I am interested in fitting a 2-component Gaussian Mixture Model to the data shown below. However, since what I am plotting here are log-transformed counts normalized to be between 0-1, the maximum value my data will ever take is 0. When I try a naive fit using sklearn.mixture.GaussianMixture (code below), I get the resulting fit, which is obviously not what I want.
from sklearn.mixture import GaussianMixture
import numpy as np
# start with some count data in (0,1]
logged_counts = np.log(counts)
model = GaussianMixture(2).fit(logged_counts.reshape(-1,1))
# plot resulting fit
x_range = np.linspace(np.min(logged_counts), 0, 1000)
pdf = np.exp(model.score_samples(x_range.reshape(-1, 1)))
responsibilities = model.predict_proba(x_range.reshape(-1, 1))

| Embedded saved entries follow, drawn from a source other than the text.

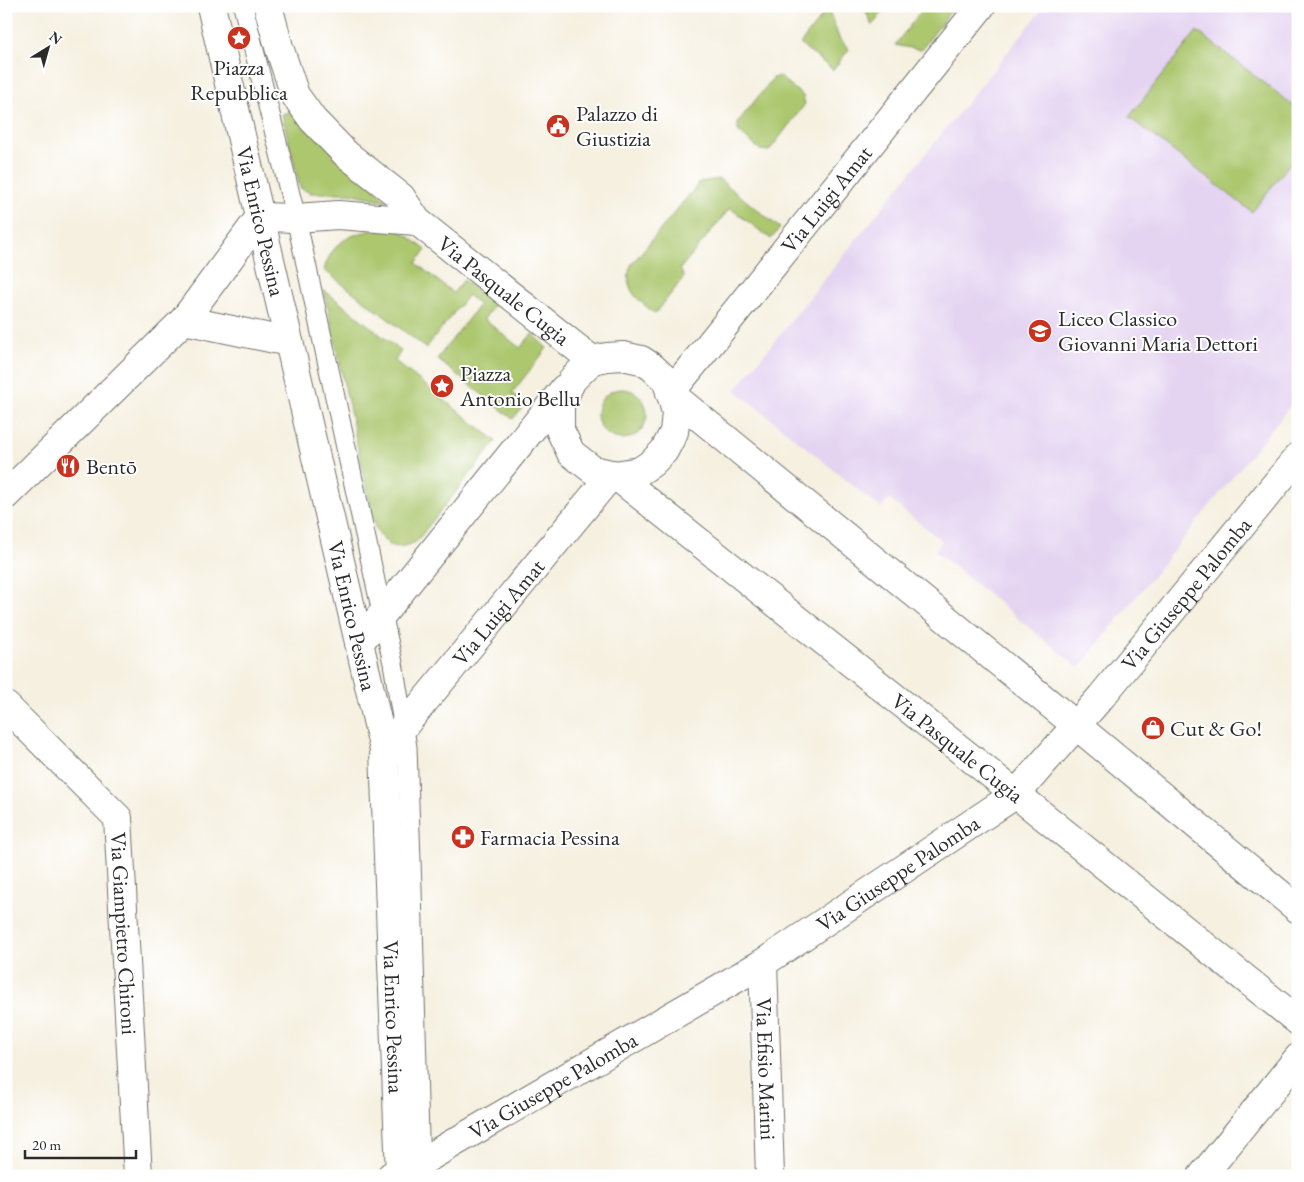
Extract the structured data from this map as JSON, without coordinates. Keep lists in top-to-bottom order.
{
  "streets": {
    "street": [
      "Via Luigi Amat",
      "Via Enrico Pessina",
      "Via Pasquale Cugia",
      "Via Giuseppe Palomba",
      "Via Giampietro Chironi",
      "Via Efisio Marini"
    ]
  },
  "crossings": [
    ["Via Luigi Amat", "Via Enrico Pessina"],
    ["Via Luigi Amat", "Via Pasquale Cugia"],
    ["Via Enrico Pessina", "Via Giuseppe Palomba"],
    ["Via Pasquale Cugia", "Via Giuseppe Palomba"],
    ["Via Giuseppe Palomba", "Via Efisio Marini"]
  ],
  "places": {
    "place": ["Piazza Repubblica", "Piazza Antonio Bellu"],
    "public building": ["Palazzo di Giustizia"],
    "school or university": ["Liceo Classico Giovanni Maria Dettori"],
    "restaurant": ["Bentō"],
    "shop": ["Cut & Go!"],
    "pharmacy": ["Farmacia Pessina"]
  },
  "scale_bar": "20 m",
  "north": "top right"
}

pdf_individual = responsibilities * pdf[:, np.newaxis]
plt.hist(logged_counts, bins='auto', density=True, histtype='stepfilled', alpha=0.5)
plt.plot(x_range, pdf, '-k', label='Mixture')

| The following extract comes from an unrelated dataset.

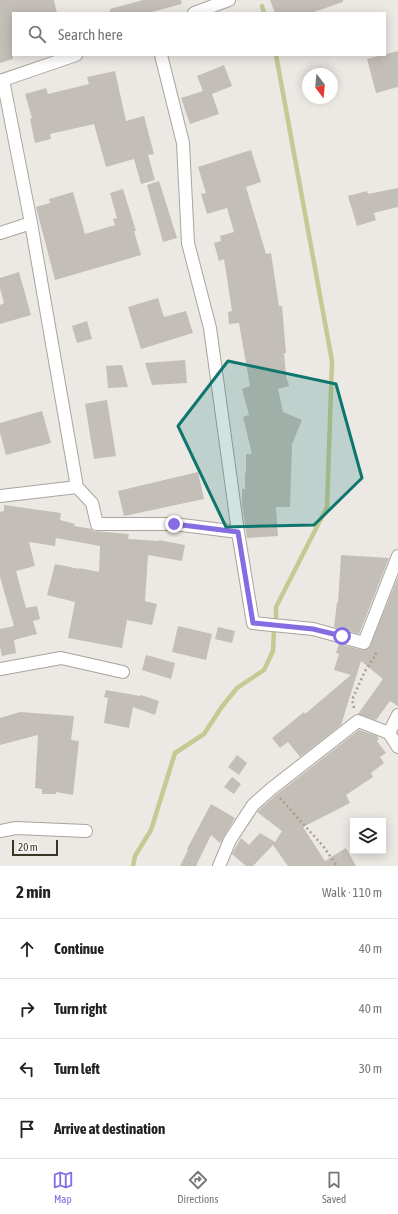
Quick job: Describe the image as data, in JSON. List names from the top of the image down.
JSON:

plt.plot(x_range, pdf_individual, '--k', label='Components')
plt.legend()
plt.show()
I would love it if I could fix the mean of the top component at 0 and only optimize the other mean, the two variances, and the mixing fractions. (Additionally I would love to be able to use a half-normal for the component on the right.) Is there a simple way to do this with built-in functions in python/sklearn, or will I have to build that model myself using some probabilistic programming language?